Vor Oldenburg, das einen schnellen Handball pflegt, warnt der THC-Coach nachdrücklich. Ohne deswegen die Favoritenrolle im Duell mit dem letztsaisonalen Zehnten abtreten zu wollen. Im Gegenteil: Die gelte es uneingeschränkt anzunehmen, sagt er und fordert ähnliche Konzentration über 60 Minuten wie zuletzt beim Neuling.

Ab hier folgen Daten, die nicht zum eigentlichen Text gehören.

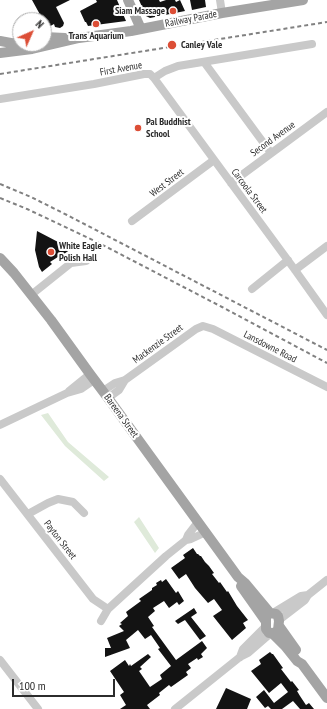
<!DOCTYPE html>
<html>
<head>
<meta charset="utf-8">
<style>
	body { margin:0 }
	#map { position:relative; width:327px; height:709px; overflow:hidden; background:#fff; font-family:"PT Sans Narrow",sans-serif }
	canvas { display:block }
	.north { position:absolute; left:12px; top:12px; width:40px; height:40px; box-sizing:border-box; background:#fff; border:1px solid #ababab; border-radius:50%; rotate:45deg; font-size:11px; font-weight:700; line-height:16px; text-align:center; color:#2c2c2c }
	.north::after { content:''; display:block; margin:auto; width:14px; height:18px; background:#dc4e36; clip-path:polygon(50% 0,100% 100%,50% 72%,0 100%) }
	.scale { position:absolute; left:12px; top:679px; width:103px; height:18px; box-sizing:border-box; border:2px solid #2c2c2c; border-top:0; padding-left:5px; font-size:12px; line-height:14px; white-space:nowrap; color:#2c2c2c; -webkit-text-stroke:3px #fff; paint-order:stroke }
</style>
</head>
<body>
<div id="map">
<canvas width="327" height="709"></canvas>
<div class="north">N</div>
<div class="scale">100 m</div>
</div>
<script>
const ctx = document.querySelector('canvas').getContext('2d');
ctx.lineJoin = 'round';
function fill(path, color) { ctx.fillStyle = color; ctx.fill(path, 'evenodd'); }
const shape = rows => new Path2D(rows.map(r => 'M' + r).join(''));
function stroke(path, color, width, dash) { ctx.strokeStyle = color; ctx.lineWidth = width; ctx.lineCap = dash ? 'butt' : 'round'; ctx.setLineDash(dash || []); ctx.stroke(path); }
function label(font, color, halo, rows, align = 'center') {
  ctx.font = font + ' "PT Sans Narrow",sans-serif'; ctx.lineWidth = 4; ctx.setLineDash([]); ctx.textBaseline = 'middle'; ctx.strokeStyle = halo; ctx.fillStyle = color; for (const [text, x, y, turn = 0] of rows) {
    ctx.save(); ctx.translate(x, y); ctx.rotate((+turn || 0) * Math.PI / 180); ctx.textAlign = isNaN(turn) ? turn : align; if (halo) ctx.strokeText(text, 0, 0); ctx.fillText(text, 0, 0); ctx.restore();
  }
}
fill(shape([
	[48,413,68,442,109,477,104,481,65,446,41,415],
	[139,517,159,548,155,553,134,522]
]), '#dfeada');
fill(shape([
	[32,0,70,0,56,7,64,23,63,26,60,28,55,27,54,24,47,28,44,22,44,20,43,20],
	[96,0,117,0,126,21,88,26,86,22,85,22,80,11,97,2],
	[139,0,159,0,160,2,166,0,175,0,176,2,180,0,185,11,150,18,146,16],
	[190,0,205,0,206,7,192,10],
	[37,231,60,243,60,241,74,247,61,256,61,255,50,262,52,264,42,272,39,267,35,250],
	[193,548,197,554,198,554,200,556,201,556,205,562,209,566,214,573,212,574,219,583,220,582,227,592,228,591,237,606,248,620,243,623,246,628,232,640,213,616,222,610,214,599,208,603,195,588,186,574,179,579,171,568,185,558,183,555],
	[166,579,176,593,178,591,184,601,179,605,177,602,169,608,164,601,153,608,155,611,148,617,154,626,152,627,176,660,202,641,207,648,201,654,203,657,198,660,197,658,188,664,191,668,186,672,188,675,171,687,169,685,159,693,160,695,147,705,150,709,120,709,126,705,120,695,124,692,110,671,125,660,129,666,130,664,131,666,148,654,151,657,140,667,142,669,139,671,150,687,162,679,160,675,171,666,158,649,160,648,151,635,145,639,138,630,126,640,130,648,105,657,105,648,111,648,107,638,124,631,119,626,122,624,120,623,128,616,126,612,141,601,139,599,152,590,152,588,157,585,156,583,161,580,162,582],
	[194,608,197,613,191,617,206,636,200,640,185,620,178,624,175,621],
	[270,652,272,654,273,654,283,668,281,669,291,682,292,681,299,690,297,691,300,696,306,705,309,703,314,709,300,709,293,701,282,709,271,709,268,706,265,708,256,697,264,690,274,703,288,692,281,683,269,693,251,671,261,664,259,660],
	[226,688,251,699,247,709,216,709]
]), '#131313');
stroke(shape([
	[220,0,222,13],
	[204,62,271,153],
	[154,78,295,270,327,315],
	[0,99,94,84,144,74,150,74,154,78,165,71,178,66,312,44],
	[231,183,327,112],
	[132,221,214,160],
	[295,270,327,246],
	[252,289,288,260],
	[31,295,71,263,86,261],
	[69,391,90,374],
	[103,391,115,383,125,380,196,329,203,326,213,329,327,387],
	[108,398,119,390,125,380],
	[0,425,67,393,81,389,94,380],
	[0,479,93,599,108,609],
	[28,514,48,503,58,499,73,502,84,513],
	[186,540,191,539,206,532],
	[273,613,301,596,308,595],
	[279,620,305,600,308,595,327,580],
	[101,621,108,609,166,556,186,540,188,535,198,522],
	[240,657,243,649,265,627],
	[0,660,38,709],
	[175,709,240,657,248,653,271,633]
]), '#c9c9c9', 8);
stroke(shape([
	[128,0,141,29],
	[44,37,65,38],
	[0,41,27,46,31,46],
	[0,53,32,49,79,38,131,31,222,13,303,0],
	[0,258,14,273,51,320,90,374,108,398,238,577,245,583,270,613],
	[241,586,265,620],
	[270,613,276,614,278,616,279,621,278,630,274,633,269,633,266,629,266,617,267,615,270,613],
	[279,626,296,650],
	[272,633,285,646,297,661,302,664,327,698]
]), '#a4a4a4', 10);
stroke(shape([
	[0,74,327,22],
	[0,184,31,197,67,215,327,350],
	[0,198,27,209,97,242,222,307,327,363]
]), '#818181', 2, [4, 3]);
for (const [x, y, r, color] of [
	[173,11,4,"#dc4e36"],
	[96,24,4,"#dc4e36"],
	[172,45,5,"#dc4e36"],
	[138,128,4,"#dc4e36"],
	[51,252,4,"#dc4e36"]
]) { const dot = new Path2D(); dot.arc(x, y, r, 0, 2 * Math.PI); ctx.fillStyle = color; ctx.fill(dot); stroke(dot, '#fff', 1.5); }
label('bold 10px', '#2c2c2c', '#fff', [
	["Siam Massage",165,11,"right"],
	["Trans Aquarium",96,36,"center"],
	["Canley Vale",181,45],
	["Pal Buddhist",146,122],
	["School",146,134],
	["White Eagle",59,246],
	["Polish Hall",59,258]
], 'left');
label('10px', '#2c2c2c', '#fff', [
	["Railway Parade",191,19,-11],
	["First Avenue",121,69,-10],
	["Second Avenue",273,139,-36],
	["West Street",167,183,-37],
	["Carcoola Street",249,191,53],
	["Mackenzie Street",158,344,-36],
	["Lansdowne Road",270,347,27],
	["Bareena Street",121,416,54],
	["Payton Street",60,540,52]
]);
</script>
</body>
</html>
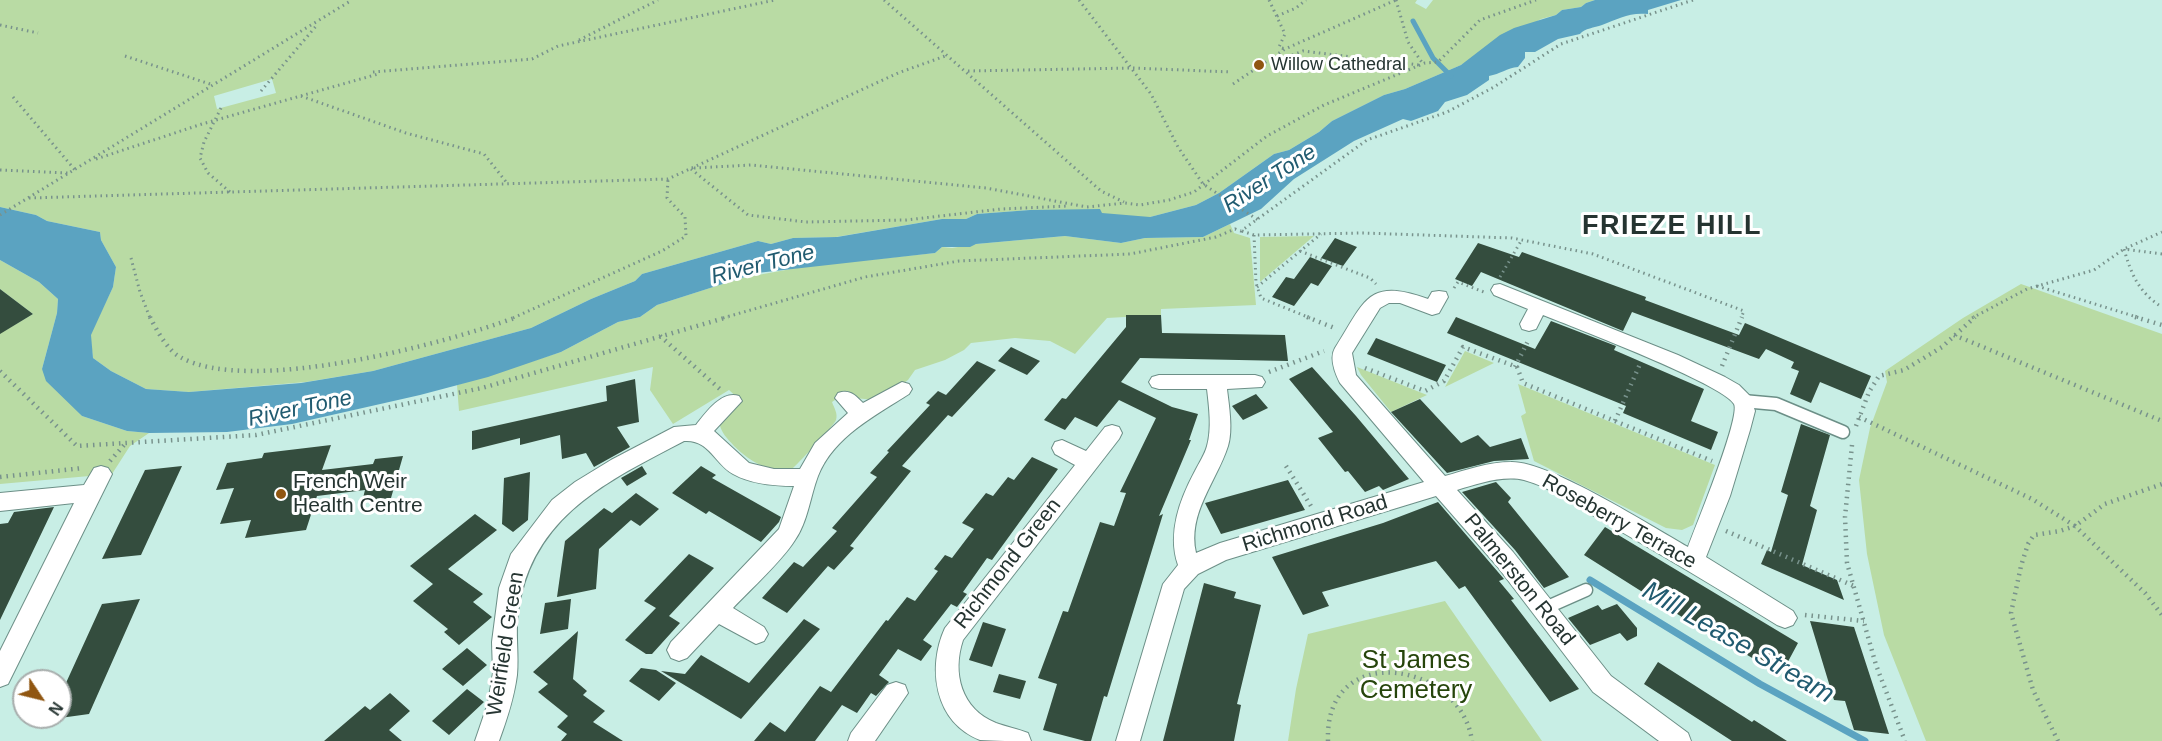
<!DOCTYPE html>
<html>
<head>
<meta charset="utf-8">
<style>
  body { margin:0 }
  #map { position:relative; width:2162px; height:741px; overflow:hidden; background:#c8eee5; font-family:Arial,sans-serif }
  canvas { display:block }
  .north { position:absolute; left:12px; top:669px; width:60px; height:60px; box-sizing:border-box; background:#fff; border:2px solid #a8aead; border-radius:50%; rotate:125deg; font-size:16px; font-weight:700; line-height:24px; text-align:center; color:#253431 }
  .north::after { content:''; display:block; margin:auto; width:21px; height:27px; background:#905611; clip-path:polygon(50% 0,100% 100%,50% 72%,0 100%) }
</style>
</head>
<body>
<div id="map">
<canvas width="2162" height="741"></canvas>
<div class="north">N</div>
</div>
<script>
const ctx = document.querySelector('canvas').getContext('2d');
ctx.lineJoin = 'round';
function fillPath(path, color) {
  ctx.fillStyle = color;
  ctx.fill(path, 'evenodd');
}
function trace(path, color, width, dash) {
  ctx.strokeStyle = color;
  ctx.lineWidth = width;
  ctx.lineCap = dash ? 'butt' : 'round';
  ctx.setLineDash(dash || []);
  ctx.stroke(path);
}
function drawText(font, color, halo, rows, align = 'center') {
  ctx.font = font + ' Arial,sans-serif';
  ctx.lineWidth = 6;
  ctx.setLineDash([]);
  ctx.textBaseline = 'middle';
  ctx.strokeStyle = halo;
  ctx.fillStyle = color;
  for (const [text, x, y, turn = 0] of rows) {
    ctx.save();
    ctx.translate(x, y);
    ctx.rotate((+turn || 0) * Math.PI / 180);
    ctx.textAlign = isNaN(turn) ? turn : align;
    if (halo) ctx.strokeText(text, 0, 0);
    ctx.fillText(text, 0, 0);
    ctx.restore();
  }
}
fillPath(new Path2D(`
  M0 0H1417L1415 3 1426 9 1433 0H1595L1586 3 1581 7 1562 10 1556 15 1541 19 1461 65 1405 89 1384 95 1332 121 1319 132 1289 150 1274 154 1219 193 1196 205 1150 217H1136L1030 210 977 214 966 219H942L836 237 793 238 771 244 758 241 642 274 635 281 591 299 531 328 373 371 306 382 189 392 146 389 111 371 93 358 90 335 113 287 116 267 101 240 100 232 47 221 36 215 0 207ZM272 79 276 93 217 109 214 96Z
  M1230 224 1234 233 1250 238 1256 305 1161 309V315L1107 318 1075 354 1050 341 1015 338 971 343 964 350 945 360 915 370 908 380 900 386 897 384 874 400 855 398 848 391 832 402C834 408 838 413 836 420 835 424 796 466 791 470 764 469 753 464 734 446 727 438 721 433 719 422L741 401 729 390 673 424 650 390 653 367 459 411 457 385 561 352 618 322 640 317 657 305 741 278 808 266 935 253 942 247 952 248 976 244 1065 236 1121 243 1145 238 1203 237Z
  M1314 236 1260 282V237Z
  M0 260 39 282 58 299 57 313 42 369 82 416 127 431 149 433 130 446 112 474 0 484V326L6 330 33 314 0 289Z
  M2021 284 2162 334V741H1926L1884 635 1867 554 1859 480 1870 428 1887 382 1885 371 1963 318Z
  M1465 351 1494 363 1445 387Z
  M1357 367 1427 395 1391 412 1361 375Z
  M1518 384 1715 465 1693 525 1682 530 1666 528 1534 461 1521 416 1526 413Z
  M1445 601 1542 741H1288L1296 689 1308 634Z`), '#b9dba4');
fillPath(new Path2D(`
  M1595 0H1681L1648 10V14C1629 12 1618 19 1602 25 1594 28 1585 28 1580 34L1558 39 1535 52H1525V58L1518 67C1507 68 1500 74 1489 76V80L1467 95 1445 102 1438 111 1411 121 1403 119 1354 141 1294 179 1261 209 1203 237 1145 238 1121 243 1065 236 976 244 970 247H942L935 253 757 273 657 305 640 317 618 322 561 352 488 377 420 395 292 424 227 432 149 433 127 431 82 416 46 381 42 369 57 313 58 299 39 282 0 260V207L36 215 47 221 100 232 101 240 116 267 113 287 91 335 93 358 111 371 146 389 189 392 301 383 373 371 531 328 591 299 635 281 642 274 758 241 771 244 793 238 837 237 942 219H966L977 214 1030 210 1100 209 1102 213 1150 217 1196 205 1219 193 1274 154 1289 150 1319 132 1332 121 1384 95 1405 89 1461 65 1500 35 1514 28 1556 15 1562 10 1581 7 1586 3Z`), '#5ba3c1');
trace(new Path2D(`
  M1413 21 1433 58 1451 76`), '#5ba3c1', 5);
trace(new Path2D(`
  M1590 580 1760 684 1865 741`), '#5ba3c1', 7);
fillPath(new Path2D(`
  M1335 238 1357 247 1343 266 1321 258Z
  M1478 243 1519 257 1522 252 1646 297 1645 300 1739 335 1745 323 1871 376 1861 399 1820 382 1811 403 1790 394 1799 371 1791 368 1794 362 1766 349 1759 359 1632 312 1623 331 1481 272 1472 286 1455 279Z
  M1310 257 1332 266 1318 286 1311 283 1294 306 1272 297 1286 277 1294 279Z
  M0 289 33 314 0 334Z
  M1126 315H1161L1162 333 1285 335 1288 361 1140 358 1121 382 1172 407 1198 414 1189 440H1191L1159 516 1163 514 1107 697 1104 696 1091 741H1085L1043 730 1057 684 1038 678 1063 611 1068 612 1100 522 1114 526 1126 493 1120 492 1156 418 1119 400 1097 427 1075 417 1065 430 1044 420 1062 398 1066 399 1126 327Z
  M1456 317 1535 349 1551 321 1616 346 1614 350 1704 389 1691 421 1718 432 1711 450 1623 413 1626 406 1447 333Z
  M1376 338 1446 365 1437 382 1367 354Z
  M1011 347 1040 361 1027 375 998 361Z
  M977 361 996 370 952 417 948 415 902 466 911 471 850 546 854 548 834 570 828 566 787 613 762 598 794 562 803 567 837 531 832 528 877 477 870 473 889 452 887 451 930 405 926 403 938 391 946 395Z
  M1312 367 1356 416 1409 479 1383 490 1379 486 1365 492 1348 471 1345 472 1318 438 1333 432 1289 379Z
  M635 379 639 422 617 427 630 447 594 467 586 453 562 459 560 435 520 445V438L472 450V431L607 401 606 386Z
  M1256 394 1268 408 1243 420 1232 406Z
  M1420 399 1461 443 1478 435 1490 447 1521 438 1529 459 1494 461 1447 473 1391 412Z
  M1801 424 1830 435 1810 506 1817 510 1802 565 1837 580 1844 600 1761 564 1767 550 1771 552 1788 495 1781 492Z
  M331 445 322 470 373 464 375 459 403 456 391 498 362 502 365 490 317 496 306 530 245 538 251 520 220 524 234 488 216 490 227 463 262 458 264 453Z
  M1032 457 1058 469 992 560 987 558 963 592 967 594 957 607 951 604 923 640 932 646 921 661 898 649 879 675 889 682 876 696 871 693 857 713 842 705 815 741H754L770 722 785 732 820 686 831 692 886 620 888 621 907 597 915 601 938 571 934 569 945 555 952 558 974 529 962 523 986 493 993 496 1008 477 1014 480Z
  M182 466 141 555 102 559 145 470Z
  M642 466 647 474 627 486 621 478Z
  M701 466 716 475 712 478 781 517 779 522 761 542 709 511 706 514 672 493Z
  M530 472 528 520 513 532 502 524 504 478Z
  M1288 480 1305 510 1221 534 1205 503Z
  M1496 482 1511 498 1508 502 1569 577 1544 588 1515 550 1462 492Z
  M636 493 659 509 640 526 631 520 599 549 596 589 557 597 565 541 604 508 612 513Z
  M1438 502 1504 579 1499 581 1514 599 1511 600 1579 689 1550 702 1465 586 1459 589 1436 561 1322 592 1329 606 1303 615 1272 557 1383 523Z
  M54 507 21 576 0 620V524L8 523 14 512Z
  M475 514 497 530 448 569 483 594 473 602 492 617 459 645 444 632 448 629 413 601 433 584 410 566Z
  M1605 527 1798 643 1784 669 1774 663 1771 669 1686 619 1690 613 1682 617 1584 555Z
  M689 554 714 568 669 616 680 623 652 654H646L625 640 656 608 644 601Z
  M1204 583 1236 592 1234 598 1261 605 1237 704 1241 705 1234 741H1163Z
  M140 599 89 714 60 718V696L102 604Z
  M571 599 568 629 540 634 545 603Z
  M1617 604 1637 628V636L1627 641 1620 633 1590 645 1568 618 1598 605 1602 610Z
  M804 619 820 629 741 719 661 671 685 674 701 655 749 683Z
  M1810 621 1854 627 1889 734 1854 730 1845 701 1834 700Z
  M983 622 1006 629 992 667 969 660Z
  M578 631 573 679 587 691 583 695 605 711 593 722 623 741H561L567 734 557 727 568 716 538 692 548 684 533 672Z
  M467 648 487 665 463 686 442 669Z
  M1658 662 1752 722 1754 720 1787 741H1732L1644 684Z
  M641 668 656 670 676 683 659 701 629 681Z
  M999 674 1026 681 1020 699 993 692Z
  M467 689 484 702 449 735 432 721Z
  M390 693 410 711 389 730 402 741H324L365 706 370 710Z`), '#344d3e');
const lane = new Path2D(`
  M1743 401 1776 404 1843 432
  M1543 609 1586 590`);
const street = new Path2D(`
  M1500 284 1678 355 1725 377 1739 385 1750 396 1755 411 1750 430 1730 496 1706 557 1793 611 1797 618 1793 625 1785 628 1777 625C1719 589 1660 554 1601 520 1576 506 1551 487 1524 480 1503 475 1477 484 1457 490L1513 552 1611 676 1688 733 1691 741H1659L1593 692 1497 566 1436 496 1226 560 1198 574 1184 589 1140 741H1116L1163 584 1178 565C1167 533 1180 499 1195 471 1199 463 1205 454 1207 446 1212 429 1209 406 1207 389H1159L1152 387 1149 382 1152 377 1159 375H1255L1262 377 1265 382 1262 387 1227 389C1229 406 1233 430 1228 446 1217 481 1187 513 1196 553L1220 543 1424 482 1340 383C1335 373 1329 358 1335 348 1365 301 1367 277 1428 299L1432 292 1439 291 1446 292 1448 297 1439 313 1432 315 1400 303H1389L1380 308 1352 353 1356 375 1445 476C1466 470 1489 462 1511 462 1549 461 1651 526 1688 547 1695 528 1741 417 1734 404 1723 384 1573 327 1543 315L1536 329 1529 331 1522 329 1520 324 1528 309 1494 295 1491 290 1494 285Z
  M902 382 909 384 912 389 909 394C876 415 833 437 818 476 810 497 808 521 795 540 782 561 751 589 733 608L764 627 768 634 764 641 756 644 719 624 687 658 679 661 671 658 667 650 671 642 779 529 794 486C773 486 751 484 733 474 714 463 709 439 684 441 608 481 531 516 518 612 515 633 519 654 517 675 514 698 507 719 499 741H475L488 703 493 673 492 642 499 588 511 554 552 500 575 482 611 460 674 427 696 425C706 412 722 390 739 396L742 401 714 431 749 463 774 469H800L815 443 848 413 835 398 838 393C850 389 855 395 863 403Z
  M1112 425 1119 427 1122 433 1119 439 963 640C952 673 961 709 996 723 1007 727 1018 729 1028 733L1031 741C1016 741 994 741 980 740 934 722 927 667 945 628L1075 465 1055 454 1052 448 1055 442 1062 440 1086 451 1105 427Z
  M101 466 108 468 112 474 8 684 0 687V651L74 503 0 511V493L84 485 94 468Z
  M896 682 905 685 908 693 875 741H848L851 733 887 685Z`);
trace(lane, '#6c8f87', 15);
trace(street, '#6c8f87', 2);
trace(new Path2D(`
  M884 0 1101 191 1124 202
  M1079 0 1151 94 1178 147 1203 184 1258 220
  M1269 0 1285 34 1279 47 1285 49
  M1396 0 1408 42 1423 64
  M1277 16 1296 8 1306 0
  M0 25 38 33
  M579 40 658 0
  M125 56 213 85
  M1287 57 1303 51 1419 65
  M968 71 1133 68 1231 72
  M373 72 532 59 558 46 775 0
  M1233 84 1285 49 1396 0
  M261 91 317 25
  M301 96 406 133 484 154 507 183
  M13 97 75 170
  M221 108 204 142 200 158 208 173 230 192
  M96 159 202 124 378 74
  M694 168 751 165 986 188 1087 207 1125 203 1140 205 1169 200 1194 192 1267 136 1324 105 1425 63 1438 62 1480 20 1536 0
  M691 169 748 215 806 222 906 220 1001 209 1068 206
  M0 170 68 173
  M29 198 668 179 898 73 948 55
  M0 215 352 0
  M1242 231 1254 235 1363 233 1512 238 1593 254 1744 311 1741 318
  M1254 235 1256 283 1261 298 1310 318
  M1300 251 1370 278 1376 284
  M2162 254 2124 249C2131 274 2139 293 2162 307
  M131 258 140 292 150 318
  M1500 277 1521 241
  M2037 286 2140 318
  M1257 287 1321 234
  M1454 288 1458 282 1484 292
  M513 318 662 251 686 236 685 217 667 198 668 179
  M723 318 865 277 959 261 1130 254 1216 237 1235 229 1241 231 1367 140 1447 112 1494 87 1561 44 1693 0
  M1972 318 2027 289 2094 270 2124 249 2162 232`), '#78928c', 3, [1.5, 4]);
trace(new Path2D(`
  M150 317C156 329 167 350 180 357 249 396 444 344 517 317
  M1307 317 1337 329
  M2135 317 2162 325
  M1954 335 2162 421
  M660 336 721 390
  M1722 366 1742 317
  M1515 367 1529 339
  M1365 368 1425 391 1444 381 1463 347 1517 367 1523 383 1615 421 1640 364
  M0 371 77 446 256 435 482 388 728 317
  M1269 372 1324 351
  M1859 417 2032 499 2075 526 2105 504 2162 484
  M1615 421 1712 461
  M1856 426 1869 392 1879 376 1904 370 1942 347 1975 317
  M1852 445 1845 517 1847 563 1876 665 1905 741
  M110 461 125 444
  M1286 466 1311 506
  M0 477 83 468
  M1726 531 1854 586
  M1805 615 1864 621
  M1328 741C1324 639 1461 661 1472 741
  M2058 741 2033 690 2011 613 2021 566 2028 544 2034 535 2060 531 2075 526 2145 593 2162 615`), '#78928c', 4.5, [1.5, 5]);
trace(lane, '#fff', 12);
fillPath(street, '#fff');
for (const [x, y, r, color] of [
  [1259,65,6,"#905611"],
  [281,494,6,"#905611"]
]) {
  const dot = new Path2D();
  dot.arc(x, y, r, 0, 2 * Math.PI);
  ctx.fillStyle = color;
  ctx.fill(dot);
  trace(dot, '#fff', 2);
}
drawText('18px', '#253431', '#fff', [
  ["Willow Cathedral",1271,65]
], 'left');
drawText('21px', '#253431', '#fff', [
  ["French Weir",293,482],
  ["Health Centre",293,506]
], 'left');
drawText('21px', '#253431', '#fff', [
  ["Roseberry Terrace",1619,522,29],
  ["Richmond Road",1315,524,-17],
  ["Richmond Green",1008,564,-52],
  ["Palmerston Road",1519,580,51],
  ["Weirfield Green",506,644,-81]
]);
drawText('italic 22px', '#215b70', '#fff', [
  ["River Tone",1270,179,-33],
  ["River Tone",763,265,-14],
  ["River Tone",300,409,-12]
]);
drawText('26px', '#26450b', '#fff', [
  ["St James",1416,661],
  ["Cemetery",1416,691]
]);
ctx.letterSpacing = '1.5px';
drawText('bold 27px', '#253431', '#fff', [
  ["FRIEZE HILL",1672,227]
]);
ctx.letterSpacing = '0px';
drawText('italic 27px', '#215b70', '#fff', [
  ["Mill Lease Stream",1738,643,30]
]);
</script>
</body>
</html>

Das Auftaktspiel in der neuen Spielstätte soll zugleich Werbung für den Frauen-Handball bedeuten. Müller hofft, dass auch die „rote Wand“ von Bad Langensalza während des umbaubedingten Umzuges nach Erfurt einen großen Rückhalt in die Landeshauptstadt darstellt. Und dass noch zahlreiche Erfurter die Mannschaft un­terstüt­zen. „Leute, kommt in die Riethhalle. Wir wollen sie zu unserer Heimfestung machen.“

Um die Ränge des an die 1500 Besucher fassenden Baus zu füllen, bietet der Verein reduzierte Preise in einer breit angelegten Ticketaktion an. Mit dem Gruppenticket kommen bis zu zwölf Personen in die Halle. Nur für zehn ist Eintritt zu zahlen. Und das zu ermäßigtem Preis. So kostet das Ticket für zwölf Fans 140 statt regulär 216 Euro. Eltern mit Kindern kommt das Familienticket mit dem Bonus von ei­nem Freigetränk pro Person zugute.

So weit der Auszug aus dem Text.